I double-checked the datasets pending upload, and no statements seem to contain the flawed value you raised, so everything should be fine.
Soweego bot adding invalid fandom pages
Bot seems to be adding links to Fandom article ID (P6262) "lyrics". which is invalid. Can some extra filtering be done to prevent this from happening in the future?
Example of this happening: https://www.wikidata.org/w/index.php?title=Q344822&diff=1485652992&oldid=1479804413
Many thanks for reporting this: I've just stopped the bot, will look into those bad IDs, and will delete those that were uploaded.
I got rid of additional bad IDs, so they shouldn't be added anymore. The bot has now restarted. While deleting the uploaded ones, I noticed you have already taken care, thanks again for your action! One question: what's your solution to do so? I see you used QuickStatements, and was wondering how. Cheers!
I used a SPARQL query to find all items that linked to the bad fandom page and then a one line bash script to convert that to a quickstatement file that removes them.
The thing I don't get about this error by your bot is how it parsed out just "lyrics" as a fandom article link. That isn't the correct format for fandom articles but it is the correct format for Fandom wiki ID (P4073).
I like your workflow!
The bot tries its best to parse URLs into proper Wikidata IDs, but it looks like there's a jungle of URL variations, bad regexps matches, multiple matching groups, and the like, so it's not perfect. In this specific case:
- a couple of hundred fandom URLs available in MusicBrainz (the total has order of magnitude 10^5) matched the second regexp in Property:P6262#P8966;
- the regexp has 2 matching groups;
- the bot didn't consider URL match replacement value (P8967) qualifier stated in the regexp;
- it took the first matching group as the ID value.
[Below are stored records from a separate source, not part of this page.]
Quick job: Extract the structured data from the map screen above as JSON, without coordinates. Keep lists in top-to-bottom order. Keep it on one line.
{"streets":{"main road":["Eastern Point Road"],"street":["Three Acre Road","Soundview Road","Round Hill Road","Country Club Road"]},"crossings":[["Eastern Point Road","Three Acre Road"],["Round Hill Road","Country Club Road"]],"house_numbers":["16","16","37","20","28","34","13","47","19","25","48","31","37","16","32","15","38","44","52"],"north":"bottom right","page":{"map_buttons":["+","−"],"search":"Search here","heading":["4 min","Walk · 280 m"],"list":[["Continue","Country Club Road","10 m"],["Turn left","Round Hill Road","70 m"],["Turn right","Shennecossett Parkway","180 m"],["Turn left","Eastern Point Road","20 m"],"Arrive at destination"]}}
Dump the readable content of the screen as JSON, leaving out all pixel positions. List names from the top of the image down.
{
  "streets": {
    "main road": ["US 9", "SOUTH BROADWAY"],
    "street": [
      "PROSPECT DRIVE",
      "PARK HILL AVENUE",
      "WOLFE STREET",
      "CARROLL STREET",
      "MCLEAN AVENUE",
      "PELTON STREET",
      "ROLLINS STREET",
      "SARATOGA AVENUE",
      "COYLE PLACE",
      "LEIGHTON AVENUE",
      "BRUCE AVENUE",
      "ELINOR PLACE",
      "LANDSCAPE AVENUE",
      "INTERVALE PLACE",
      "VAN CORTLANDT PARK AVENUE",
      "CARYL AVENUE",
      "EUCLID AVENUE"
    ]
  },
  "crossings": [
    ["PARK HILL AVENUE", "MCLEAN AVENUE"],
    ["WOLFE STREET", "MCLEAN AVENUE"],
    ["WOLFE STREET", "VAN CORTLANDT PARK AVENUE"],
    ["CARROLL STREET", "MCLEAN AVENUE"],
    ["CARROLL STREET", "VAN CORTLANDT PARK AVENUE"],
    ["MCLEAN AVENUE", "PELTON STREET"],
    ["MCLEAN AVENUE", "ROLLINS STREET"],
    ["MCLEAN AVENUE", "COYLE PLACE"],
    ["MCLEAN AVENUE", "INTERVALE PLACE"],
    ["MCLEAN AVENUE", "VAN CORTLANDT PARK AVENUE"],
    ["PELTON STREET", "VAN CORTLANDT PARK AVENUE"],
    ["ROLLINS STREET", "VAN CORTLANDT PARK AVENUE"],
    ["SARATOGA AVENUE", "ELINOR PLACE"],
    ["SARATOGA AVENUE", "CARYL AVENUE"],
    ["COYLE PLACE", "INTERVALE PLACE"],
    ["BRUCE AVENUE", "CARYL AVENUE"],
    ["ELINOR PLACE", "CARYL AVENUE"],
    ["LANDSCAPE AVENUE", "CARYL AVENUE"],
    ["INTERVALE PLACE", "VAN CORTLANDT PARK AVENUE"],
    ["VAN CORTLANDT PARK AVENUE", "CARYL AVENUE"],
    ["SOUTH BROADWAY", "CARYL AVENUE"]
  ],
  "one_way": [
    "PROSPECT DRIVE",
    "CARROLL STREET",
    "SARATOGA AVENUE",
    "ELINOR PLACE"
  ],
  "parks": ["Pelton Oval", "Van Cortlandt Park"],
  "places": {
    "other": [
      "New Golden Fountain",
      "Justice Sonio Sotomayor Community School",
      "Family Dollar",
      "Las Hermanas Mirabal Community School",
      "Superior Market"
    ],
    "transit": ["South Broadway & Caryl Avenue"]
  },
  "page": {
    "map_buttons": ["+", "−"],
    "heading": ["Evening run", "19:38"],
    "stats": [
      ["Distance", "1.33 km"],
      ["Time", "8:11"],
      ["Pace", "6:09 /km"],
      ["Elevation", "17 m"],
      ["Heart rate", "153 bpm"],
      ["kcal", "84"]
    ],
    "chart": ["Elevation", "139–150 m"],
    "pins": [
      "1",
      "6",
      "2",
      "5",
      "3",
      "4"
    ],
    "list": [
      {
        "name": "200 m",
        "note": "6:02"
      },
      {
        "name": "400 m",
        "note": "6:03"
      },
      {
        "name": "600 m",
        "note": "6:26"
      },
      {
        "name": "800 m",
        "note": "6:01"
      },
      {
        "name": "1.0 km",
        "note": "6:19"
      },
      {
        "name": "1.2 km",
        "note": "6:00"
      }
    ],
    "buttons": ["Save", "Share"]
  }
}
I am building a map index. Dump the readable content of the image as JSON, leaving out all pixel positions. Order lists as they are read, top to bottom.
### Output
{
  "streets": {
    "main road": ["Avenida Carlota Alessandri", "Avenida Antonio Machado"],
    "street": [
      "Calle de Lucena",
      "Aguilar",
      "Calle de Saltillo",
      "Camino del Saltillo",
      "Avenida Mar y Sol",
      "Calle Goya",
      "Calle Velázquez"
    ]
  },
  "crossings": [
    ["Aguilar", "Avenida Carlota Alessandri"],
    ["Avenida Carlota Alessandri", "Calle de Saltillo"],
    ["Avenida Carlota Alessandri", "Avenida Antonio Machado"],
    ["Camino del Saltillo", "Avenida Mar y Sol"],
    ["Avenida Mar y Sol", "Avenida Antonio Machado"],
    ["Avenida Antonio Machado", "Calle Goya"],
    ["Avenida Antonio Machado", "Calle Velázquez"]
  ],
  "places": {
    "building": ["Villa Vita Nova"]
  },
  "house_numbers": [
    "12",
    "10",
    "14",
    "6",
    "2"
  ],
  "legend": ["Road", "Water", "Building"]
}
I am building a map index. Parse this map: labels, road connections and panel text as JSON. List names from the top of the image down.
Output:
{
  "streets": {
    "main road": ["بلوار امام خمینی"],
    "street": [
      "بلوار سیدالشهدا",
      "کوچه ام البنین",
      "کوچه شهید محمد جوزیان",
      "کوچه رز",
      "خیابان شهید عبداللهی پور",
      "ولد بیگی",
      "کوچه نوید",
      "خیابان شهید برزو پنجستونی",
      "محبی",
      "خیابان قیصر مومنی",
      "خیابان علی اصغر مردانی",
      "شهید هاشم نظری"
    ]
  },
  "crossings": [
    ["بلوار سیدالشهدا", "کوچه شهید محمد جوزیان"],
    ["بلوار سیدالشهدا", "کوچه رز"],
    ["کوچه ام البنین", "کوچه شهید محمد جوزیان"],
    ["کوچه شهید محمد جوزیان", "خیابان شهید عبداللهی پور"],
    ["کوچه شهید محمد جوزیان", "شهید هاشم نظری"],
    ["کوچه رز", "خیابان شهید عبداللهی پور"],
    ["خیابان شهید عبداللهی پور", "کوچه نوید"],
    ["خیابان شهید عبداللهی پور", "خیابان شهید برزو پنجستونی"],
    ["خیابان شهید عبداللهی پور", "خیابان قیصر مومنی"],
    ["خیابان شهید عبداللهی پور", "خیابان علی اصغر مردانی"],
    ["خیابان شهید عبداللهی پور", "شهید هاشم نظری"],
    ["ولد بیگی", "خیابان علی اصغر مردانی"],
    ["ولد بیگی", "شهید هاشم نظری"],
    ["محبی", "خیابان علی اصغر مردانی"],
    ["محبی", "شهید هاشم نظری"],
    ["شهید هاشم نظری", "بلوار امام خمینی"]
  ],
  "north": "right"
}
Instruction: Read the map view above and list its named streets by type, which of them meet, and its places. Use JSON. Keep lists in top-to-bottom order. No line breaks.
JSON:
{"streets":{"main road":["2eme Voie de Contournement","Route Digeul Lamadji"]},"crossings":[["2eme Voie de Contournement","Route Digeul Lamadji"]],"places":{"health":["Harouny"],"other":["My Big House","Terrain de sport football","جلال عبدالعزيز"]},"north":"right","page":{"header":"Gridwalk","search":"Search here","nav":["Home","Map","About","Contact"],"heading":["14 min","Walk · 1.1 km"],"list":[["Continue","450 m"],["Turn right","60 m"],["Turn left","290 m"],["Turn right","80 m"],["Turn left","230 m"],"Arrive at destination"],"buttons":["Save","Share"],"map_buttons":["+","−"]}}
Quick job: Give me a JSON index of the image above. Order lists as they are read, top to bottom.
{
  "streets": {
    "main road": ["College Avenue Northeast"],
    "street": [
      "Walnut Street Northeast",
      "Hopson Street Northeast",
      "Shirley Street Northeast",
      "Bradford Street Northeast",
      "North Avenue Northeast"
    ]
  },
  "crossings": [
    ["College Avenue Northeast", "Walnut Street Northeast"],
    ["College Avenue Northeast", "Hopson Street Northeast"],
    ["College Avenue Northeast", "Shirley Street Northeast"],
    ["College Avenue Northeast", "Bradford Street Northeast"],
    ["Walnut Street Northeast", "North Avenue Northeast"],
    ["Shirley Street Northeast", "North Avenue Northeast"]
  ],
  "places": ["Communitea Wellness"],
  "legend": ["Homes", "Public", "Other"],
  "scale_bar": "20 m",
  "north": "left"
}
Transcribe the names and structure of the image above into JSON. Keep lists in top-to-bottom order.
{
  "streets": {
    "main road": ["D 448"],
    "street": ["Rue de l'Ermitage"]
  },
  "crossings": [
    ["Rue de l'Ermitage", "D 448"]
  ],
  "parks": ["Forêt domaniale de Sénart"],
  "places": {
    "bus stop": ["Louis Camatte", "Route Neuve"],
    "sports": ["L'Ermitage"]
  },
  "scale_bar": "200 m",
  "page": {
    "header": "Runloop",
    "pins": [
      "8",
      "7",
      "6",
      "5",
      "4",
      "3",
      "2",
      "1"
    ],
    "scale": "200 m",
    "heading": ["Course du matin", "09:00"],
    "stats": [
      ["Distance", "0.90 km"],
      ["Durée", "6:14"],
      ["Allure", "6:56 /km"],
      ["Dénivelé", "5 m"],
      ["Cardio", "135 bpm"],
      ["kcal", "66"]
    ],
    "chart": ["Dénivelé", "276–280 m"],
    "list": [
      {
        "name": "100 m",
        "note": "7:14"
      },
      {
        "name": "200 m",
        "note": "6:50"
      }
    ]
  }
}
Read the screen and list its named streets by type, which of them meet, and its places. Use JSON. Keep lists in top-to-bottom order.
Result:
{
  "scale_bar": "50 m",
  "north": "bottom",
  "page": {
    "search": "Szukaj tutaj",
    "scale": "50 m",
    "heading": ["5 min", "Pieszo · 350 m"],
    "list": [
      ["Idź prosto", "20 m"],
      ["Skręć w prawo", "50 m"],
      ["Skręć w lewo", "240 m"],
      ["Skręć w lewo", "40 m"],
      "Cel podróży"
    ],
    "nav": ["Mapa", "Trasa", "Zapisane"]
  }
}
ok sounds like you should add support for URL match replacement value (P8967). it wouldn't have fixed this case but in general it's important.
I have also a general request: could you validate extracted identifiers with ? It would solve the problem. Also I just know that MusicBrainz has no validators there, so it would protect Wikidata against ill-formed (accidentally or intentionally) data. --Lockal (talk) 08:02, 21 September 2021 (UTC)
Similar problem with NicoNicoPedia ID (P6900) in - extractor should remove URL encoding (same thing applies to Fandom.com) and, I suppose, any other identifier.
Thanks a lot for reporting these issues, really appreciated. I'll file them in my tracker, and take the due actions soon.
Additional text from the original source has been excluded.